Start of Block
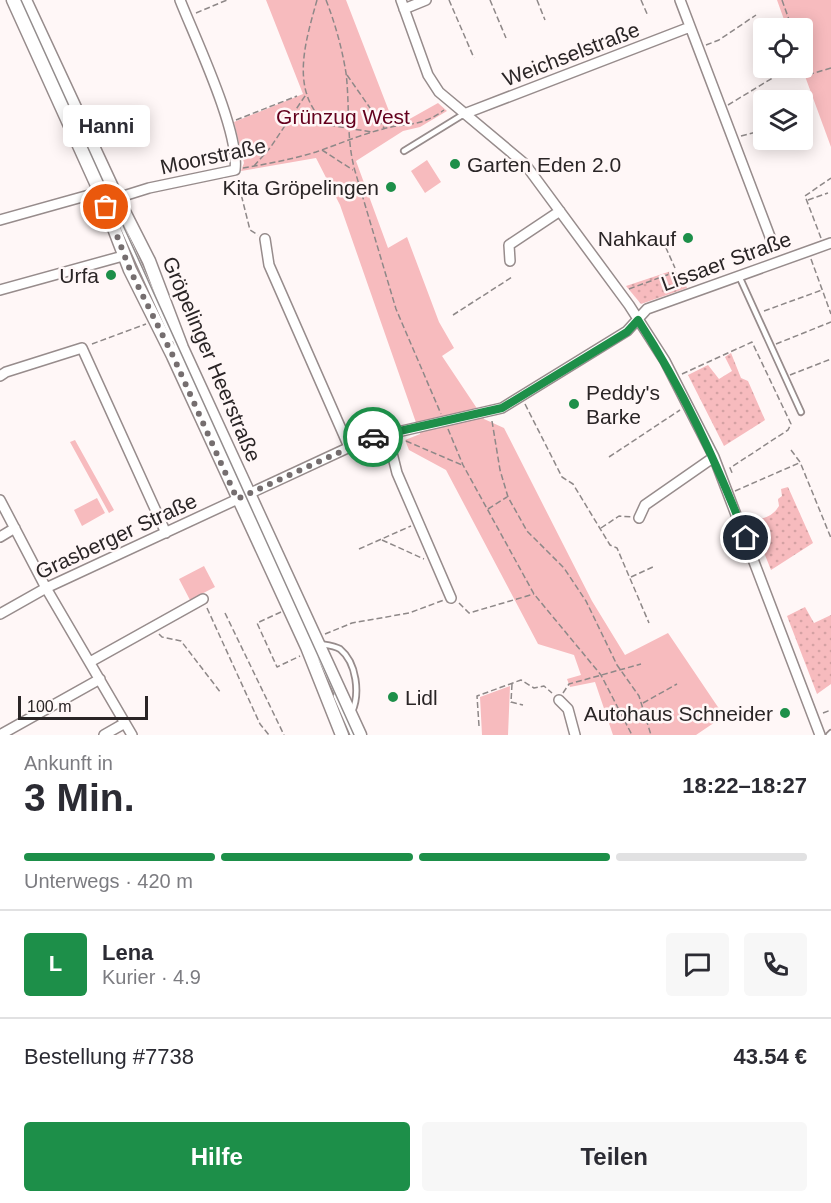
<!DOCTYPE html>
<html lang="de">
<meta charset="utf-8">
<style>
:root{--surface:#fff;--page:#f7f7f7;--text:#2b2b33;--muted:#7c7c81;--line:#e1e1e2;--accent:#1d8f49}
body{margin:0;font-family:Arial,sans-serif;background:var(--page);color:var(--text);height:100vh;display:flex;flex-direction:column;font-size:22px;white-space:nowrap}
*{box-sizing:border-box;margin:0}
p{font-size:20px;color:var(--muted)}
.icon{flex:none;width:33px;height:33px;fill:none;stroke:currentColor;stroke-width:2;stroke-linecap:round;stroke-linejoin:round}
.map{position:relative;height:735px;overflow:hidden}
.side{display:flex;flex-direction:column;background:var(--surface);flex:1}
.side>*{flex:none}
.fabs{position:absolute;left:753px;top:18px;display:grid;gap:12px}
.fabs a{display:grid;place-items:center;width:60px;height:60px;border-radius:6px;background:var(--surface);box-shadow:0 3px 15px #0003;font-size:30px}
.scale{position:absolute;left:18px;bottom:15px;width:130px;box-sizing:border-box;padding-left:6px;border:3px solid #2a2526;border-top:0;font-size:16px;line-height:21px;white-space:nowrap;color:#2a2526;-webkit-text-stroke:4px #fff7f7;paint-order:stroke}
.pin{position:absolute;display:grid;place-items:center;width:51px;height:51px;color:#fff;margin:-26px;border:3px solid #fff;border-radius:50%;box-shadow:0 2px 6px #0007}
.courier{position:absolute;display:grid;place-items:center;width:60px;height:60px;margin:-30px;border:4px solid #1d8f49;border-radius:50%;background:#fff;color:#222;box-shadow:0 2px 8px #0007}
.bubble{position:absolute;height:42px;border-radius:6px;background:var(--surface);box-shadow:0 3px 15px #0003;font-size:20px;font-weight:700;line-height:42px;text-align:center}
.head em{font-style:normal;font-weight:700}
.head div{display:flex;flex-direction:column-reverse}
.head{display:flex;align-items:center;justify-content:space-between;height:102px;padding:0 24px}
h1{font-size:39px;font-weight:700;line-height:45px}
.bar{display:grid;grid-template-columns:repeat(4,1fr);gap:9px 6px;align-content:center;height:72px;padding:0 24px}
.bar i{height:8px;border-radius:4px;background:var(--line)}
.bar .on{background:var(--accent)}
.bar p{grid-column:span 4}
.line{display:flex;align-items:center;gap:15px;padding:0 24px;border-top:2px solid var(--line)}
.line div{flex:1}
.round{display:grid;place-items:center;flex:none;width:63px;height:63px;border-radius:6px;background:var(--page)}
.primary-button{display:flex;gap:12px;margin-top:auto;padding:12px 24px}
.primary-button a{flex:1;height:69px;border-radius:6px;background:var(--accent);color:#fff;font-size:24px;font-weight:700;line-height:69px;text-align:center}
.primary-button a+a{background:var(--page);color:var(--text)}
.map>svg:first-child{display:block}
</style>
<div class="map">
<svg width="831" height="735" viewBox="0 0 831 735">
<defs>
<pattern id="grass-dots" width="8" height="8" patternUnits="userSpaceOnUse" patternTransform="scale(1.5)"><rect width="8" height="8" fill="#f7bbbe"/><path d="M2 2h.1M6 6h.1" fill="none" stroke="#d4a1a3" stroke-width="1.8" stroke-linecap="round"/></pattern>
</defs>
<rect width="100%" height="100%" fill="#fff7f7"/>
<path fill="url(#grass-dots)" d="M671,271L678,277L682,276L687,288L641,304L626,286Z
M731,353L741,378L748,381L765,420L724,446L688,375L708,365L719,379L732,371L725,357Z
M788,487L813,543L771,570L751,520C764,519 772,517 779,506L778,499L782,496L781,489Z
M805,607L814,623L831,615V684L817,694L787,616Z"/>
<path fill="#f7bbbe" d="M266,0H346L392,119L406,121L438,103L447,111L420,127L403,131L356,161L388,248L407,237L439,322L454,348L442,356L484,419L504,428L592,601L625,655L668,633L724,716L696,735H613L595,682L570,687L567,679L581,675L574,655L538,644L446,470L409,450L405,440L420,434L340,205L316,158L241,171L244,163L234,122L303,94Z
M777,0H831V147L802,68V28H787Z
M427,160L441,182L425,193L411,171Z
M75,440L114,510L109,513L70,442Z
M97,498L105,513L82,526L74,510Z
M204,566L215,587L190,600L179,579Z
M510,686L508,735H482L480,697Z"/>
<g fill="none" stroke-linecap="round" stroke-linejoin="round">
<g stroke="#978c8c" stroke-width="8">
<path id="lane" d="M73,117L173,339
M404,151L464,114
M739,276L801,412
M321,644C327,645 335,646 340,649C357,663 360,694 352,712
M336,696L353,735
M829,735L831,733"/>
</g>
<g stroke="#978c8c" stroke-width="12">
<path id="street" d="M401,0L428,75L439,92L525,164L629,305L665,361L714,457L820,735
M680,0L772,242
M404,9L426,0
M464,114L690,27
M117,198L149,188L235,170C240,132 195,38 180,0
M0,220L100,192
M265,239L269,265L349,447
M510,261L509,245L560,211
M0,290L123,256
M0,376L6,372L82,348L166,533
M387,433L397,473L451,598
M0,500L46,588L132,735
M639,518L645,505L714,457
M0,537L15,528
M0,614L46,588L367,439L502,408L627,331L647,309L831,243
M90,662L203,599
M559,700L568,709L575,735
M0,735L100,679
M104,735L125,723"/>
</g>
<g stroke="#978c8c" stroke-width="15">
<path id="secondary" d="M13,0L100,192L130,270L173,356L307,647L342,735
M25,0L117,198L149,261L182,348L360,735"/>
</g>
<path stroke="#8e8888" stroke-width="1.5" stroke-dasharray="6 3" stroke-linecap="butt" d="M317,0C306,40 288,93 328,125L372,132
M326,0C335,23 342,48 346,73C350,106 346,139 355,171L396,309L441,414
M449,0L474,58
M490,0L506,38
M537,0L545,20
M641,0L648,16
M782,0L792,28
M196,13L227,0
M706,45L719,40L756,15
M802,55L811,74L831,68
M347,75L384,128
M728,105L789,68
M236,120L297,96
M741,136L764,130
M322,150L353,170
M254,166L270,148L307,93
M243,168C267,164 293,159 316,152C339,144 360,135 383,129C407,122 420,128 444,110
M237,178L250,230L258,235
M808,200L828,193
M821,238L805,196L831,178
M662,239L675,268
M811,259L831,314
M629,289L675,272L682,286
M764,311L822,290
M453,315L512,277
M92,344L146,324
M776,344L831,322
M682,374L752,342L791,424L788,430L730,468L733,475
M790,375L831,359
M525,404L562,477L573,484L610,545L617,548L649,623
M492,421L500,470L508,497L527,531L564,568L586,601L617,665L639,696L651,735
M448,429L463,465L534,594L601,675L632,735
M406,441L462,465
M791,450L800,462L831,538
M609,457L680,410
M735,491L799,463
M488,509L507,497
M601,528L619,516L632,517
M382,540L424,559
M359,549L411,526
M631,577L655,566
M459,603L469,613L534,594
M207,608L260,724L269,735
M281,612L257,623L277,667L300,656
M225,613L284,735
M159,634L162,637L181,641L221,693
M325,634L352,623L409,613L444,600
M512,684L511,702L523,705
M563,693L569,684L641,664
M643,703L677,684
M823,713L831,710
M479,726L477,696L521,680L534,688L544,686L552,693"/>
<use href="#lane" stroke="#fff" stroke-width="4.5"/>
<use href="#street" stroke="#fff" stroke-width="9"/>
<use href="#secondary" stroke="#fff" stroke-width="12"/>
<path stroke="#938d8d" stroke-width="1.5" d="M21,0L354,735"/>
</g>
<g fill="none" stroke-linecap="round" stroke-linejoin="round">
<path stroke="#756e6f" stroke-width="6" stroke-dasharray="0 10.8" d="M106,207L130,270L173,356L237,499L373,437"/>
<path stroke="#1d8f49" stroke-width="8" d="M373,437L502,408L627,332L638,320C683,389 716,461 746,538"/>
</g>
<g fill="#1d8f49" stroke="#fff7f7" stroke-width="2">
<circle cx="455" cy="164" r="6"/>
<circle cx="391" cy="187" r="6"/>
<circle cx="688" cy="238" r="6"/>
<circle cx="111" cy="275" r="6"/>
<circle cx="574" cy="404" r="6"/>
<circle cx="393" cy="697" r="6"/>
<circle cx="785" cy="713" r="6"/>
</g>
<g text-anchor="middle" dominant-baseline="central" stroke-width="5" stroke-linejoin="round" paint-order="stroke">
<g font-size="21" fill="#2a2526" stroke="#fff7f7">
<text transform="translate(571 54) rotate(-21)">Weichselstraße</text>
<text transform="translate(213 156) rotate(-12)">Moorstraße</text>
<text transform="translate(726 261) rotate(-20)">Lissaer Straße</text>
<text transform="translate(212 359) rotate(67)">Gröpelinger Heerstraße</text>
<text transform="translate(116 536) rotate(-25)">Grasberger Straße</text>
</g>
<g font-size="21" fill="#63001d" stroke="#fff7f7">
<text x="343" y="116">Grünzug West</text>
</g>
<g font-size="21" fill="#2a2526" stroke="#fff7f7" text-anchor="end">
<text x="467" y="164" text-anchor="start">Garten Eden 2.0</text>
<text x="379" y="187">Kita Gröpelingen</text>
<text x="676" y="238">Nahkauf</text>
<text x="99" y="275">Urfa</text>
<text x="586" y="392" text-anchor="start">Peddy's<tspan x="586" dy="24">Barke</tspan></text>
<text x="405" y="697" text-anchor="start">Lidl</text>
<text x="773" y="713">Autohaus Schneider</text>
</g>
</g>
</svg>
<div class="fabs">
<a><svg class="icon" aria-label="locate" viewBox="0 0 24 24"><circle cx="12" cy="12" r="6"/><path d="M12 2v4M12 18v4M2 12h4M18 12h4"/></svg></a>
<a><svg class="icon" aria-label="layers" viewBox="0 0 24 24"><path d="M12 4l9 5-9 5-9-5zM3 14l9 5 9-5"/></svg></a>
</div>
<div class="scale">100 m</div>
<div class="pin" style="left:106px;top:207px;background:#ea580c"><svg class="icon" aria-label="bag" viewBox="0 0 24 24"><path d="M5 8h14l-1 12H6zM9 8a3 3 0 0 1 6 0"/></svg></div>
<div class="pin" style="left:746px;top:538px;background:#1f2937"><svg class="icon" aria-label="home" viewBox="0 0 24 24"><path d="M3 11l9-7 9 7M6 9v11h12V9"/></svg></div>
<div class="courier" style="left:373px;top:437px"><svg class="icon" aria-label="car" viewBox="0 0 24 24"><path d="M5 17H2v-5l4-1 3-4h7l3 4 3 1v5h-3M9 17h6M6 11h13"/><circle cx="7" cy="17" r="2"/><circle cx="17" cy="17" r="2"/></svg></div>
<div class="bubble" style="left:63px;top:105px;width:87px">Hanni</div>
</div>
<section class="side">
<div class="head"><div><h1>3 Min.</h1><p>Ankunft in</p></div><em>18:22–18:27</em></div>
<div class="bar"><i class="on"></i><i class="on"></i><i class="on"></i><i></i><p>Unterwegs · 420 m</p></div>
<div class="line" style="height:108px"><b class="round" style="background:var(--accent);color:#fff">L</b><div><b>Lena</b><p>Kurier · 4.9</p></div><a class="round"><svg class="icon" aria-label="chat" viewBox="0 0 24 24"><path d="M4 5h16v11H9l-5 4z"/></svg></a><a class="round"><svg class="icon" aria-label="phone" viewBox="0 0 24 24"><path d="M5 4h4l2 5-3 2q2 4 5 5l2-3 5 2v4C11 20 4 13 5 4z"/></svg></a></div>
<div class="line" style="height:78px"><div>Bestellung #7738</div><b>43.54 €</b></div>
<div class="primary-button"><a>Hilfe</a><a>Teilen</a></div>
</section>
End of Block
Task objective:
Report back each line in the material above that contains the string "head".

Problem solution:
.head em{font-style:normal;font-weight:700}
.head div{display:flex;flex-direction:column-reverse}
.head{display:flex;align-items:center;justify-content:space-between;height:102px;padding:0 24px}
<div class="head"><div><h1>3 Min.</h1><p>Ankunft in</p></div><em>18:22–18:27</em></div>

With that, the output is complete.